Leak Kanseng : Un jeu traditionnel khmer entre ruse, rire et esprit collectif

Parmi les jeux populaires qui animent le Nouvel An khmer, le Leak Kanseng occupe une place incontournable. À la fois simple, ludique et profondément ancré dans la tradition, ce jeu rassemble toutes les générations autour d’un moment de partage où l’observation, la malice et la convivialité prennent le dessus sur la compétition.

Pratiqué depuis des générations dans les villages cambodgiens, le Leak Kanseng illustre parfaitement la manière dont la culture khmère transmet ses valeurs à travers le jeu collectif.
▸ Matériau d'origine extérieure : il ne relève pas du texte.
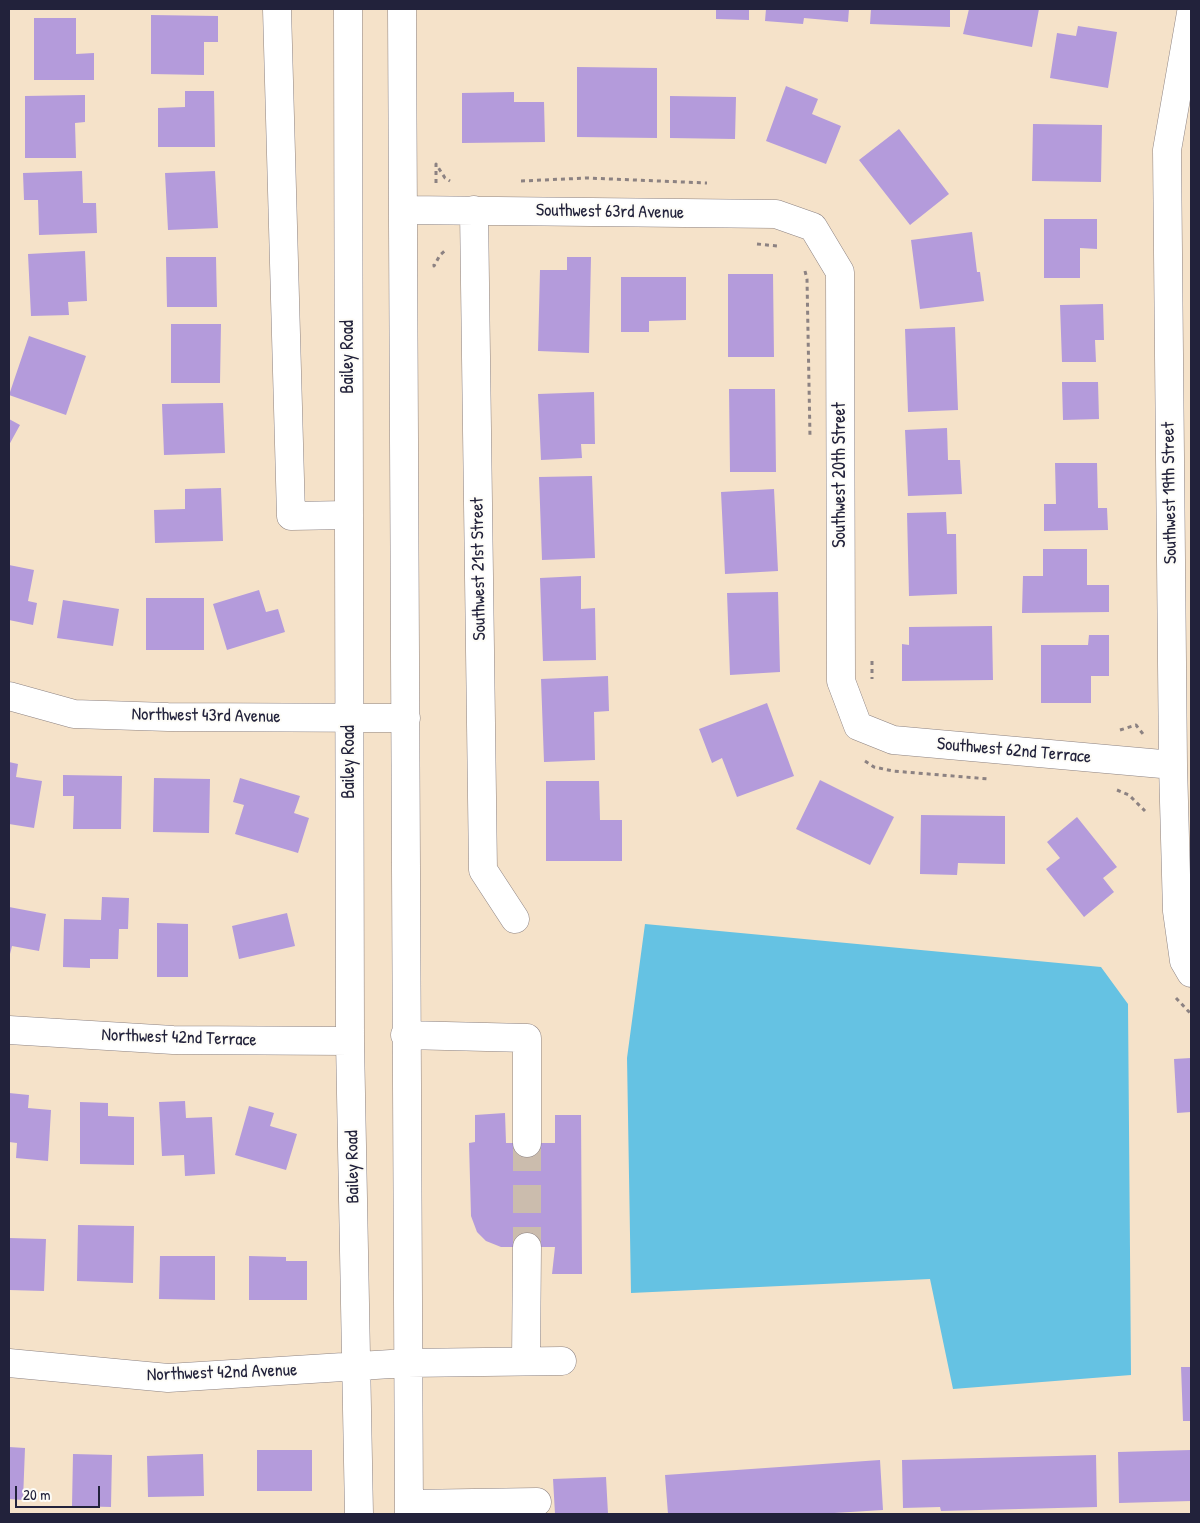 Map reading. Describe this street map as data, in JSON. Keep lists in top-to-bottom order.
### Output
{
  "streets": {
    "street": [
      "Southwest 63rd Avenue",
      "Bailey Road",
      "Southwest 20th Street",
      "Southwest 19th Street",
      "Southwest 21st Street",
      "Northwest 43rd Avenue",
      "Southwest 62nd Terrace",
      "Northwest 42nd Terrace",
      "Northwest 42nd Avenue"
    ]
  },
  "crossings": [
    ["Southwest 63rd Avenue", "Southwest 20th Street"],
    ["Southwest 63rd Avenue", "Southwest 21st Street"],
    ["Bailey Road", "Northwest 43rd Avenue"],
    ["Bailey Road", "Northwest 42nd Terrace"],
    ["Bailey Road", "Northwest 42nd Avenue"],
    ["Southwest 20th Street", "Southwest 62nd Terrace"],
    ["Southwest 19th Street", "Southwest 62nd Terrace"]
  ],
  "scale_bar": "20 m"
} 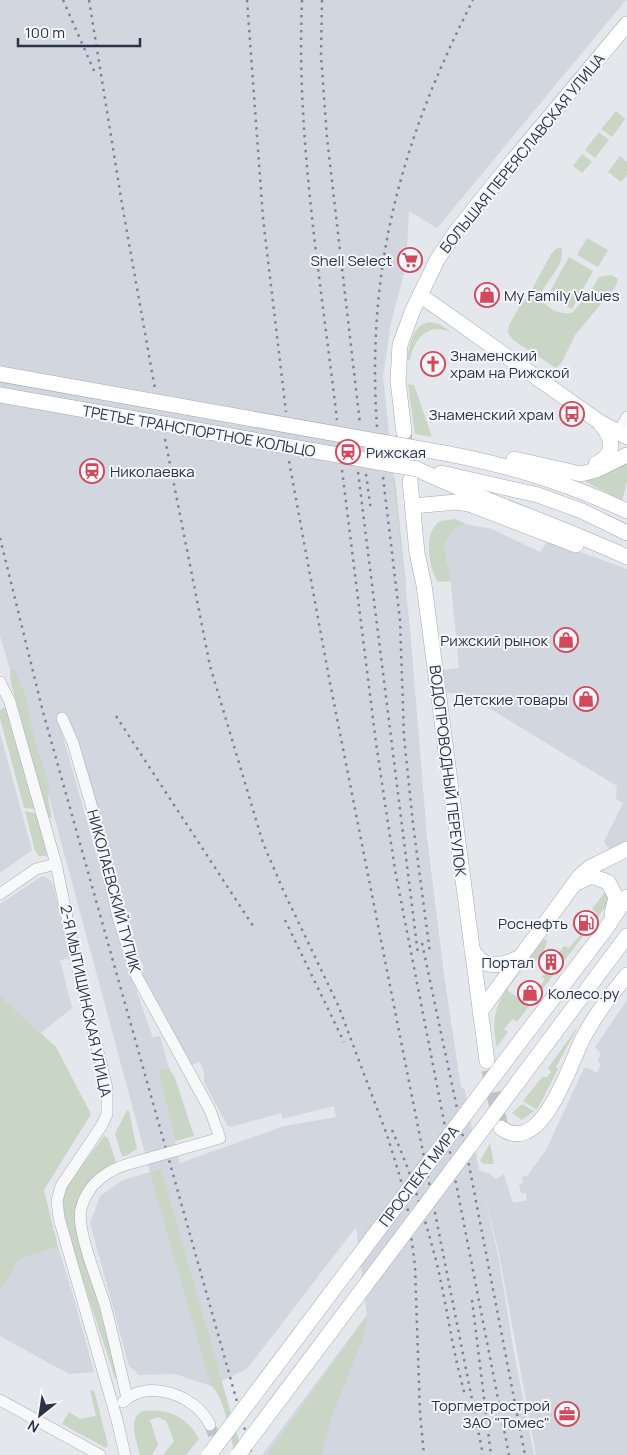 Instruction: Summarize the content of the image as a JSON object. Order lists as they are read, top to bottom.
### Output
{
  "streets": {
    "main road": [
      "БОЛЬШАЯ ПЕРЕЯСЛАВСКАЯ УЛИЦА",
      "ТРЕТЬЕ ТРАНСПОРТНОЕ КОЛЬЦО",
      "ВОДОПРОВОДНЫЙ ПЕРЕУЛОК",
      "ПРОСПЕКТ МИРА"
    ],
    "street": ["НИКОЛАЕВСКИЙ ТУПИК", "2-Я МЫТИЩИНСКАЯ УЛИЦА"]
  },
  "crossings": [
    ["ТРЕТЬЕ ТРАНСПОРТНОЕ КОЛЬЦО", "ВОДОПРОВОДНЫЙ ПЕРЕУЛОК"]
  ],
  "places": {
    "supermarket": ["Shell Select"],
    "shop": [
      "My Family Values",
      "Рижский рынок",
      "Детские товары",
      "Колесо.ру"
    ],
    "church": ["Знаменский храм на Рижской"],
    "bus stop": ["Знаменский храм"],
    "station": ["Рижская", "Николаевка"],
    "fuel station": ["Роснефть"],
    "building": ["Портал"],
    "office": ["Торгметрострой ЗАО \"Томес\""]
  },
  "scale_bar": "100 m",
  "north": "bottom left"
}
Un jeu ancien transmis par la tradition orale

Le terme Leak Kanseng signifie littéralement « cacher le foulard ». Le jeu se pratique principalement durant Chaul Chnam Thmey, lorsque les pagodes et les cours de villages deviennent des espaces vivants de rassemblement communautaire.

Les participants s’assoient en cercle, tandis qu’une personne tient un kanseng, généralement un foulard ou un krama noué. L’objectif est simple : déposer discrètement le foulard derrière un joueur sans que celui-ci ne s’en aperçoive.

Ce principe rappelle, par son mécanisme, un jeu connu en France appelé la clé de Saint Georges, où l’attention et la vigilance des joueurs sont mises à l’épreuve.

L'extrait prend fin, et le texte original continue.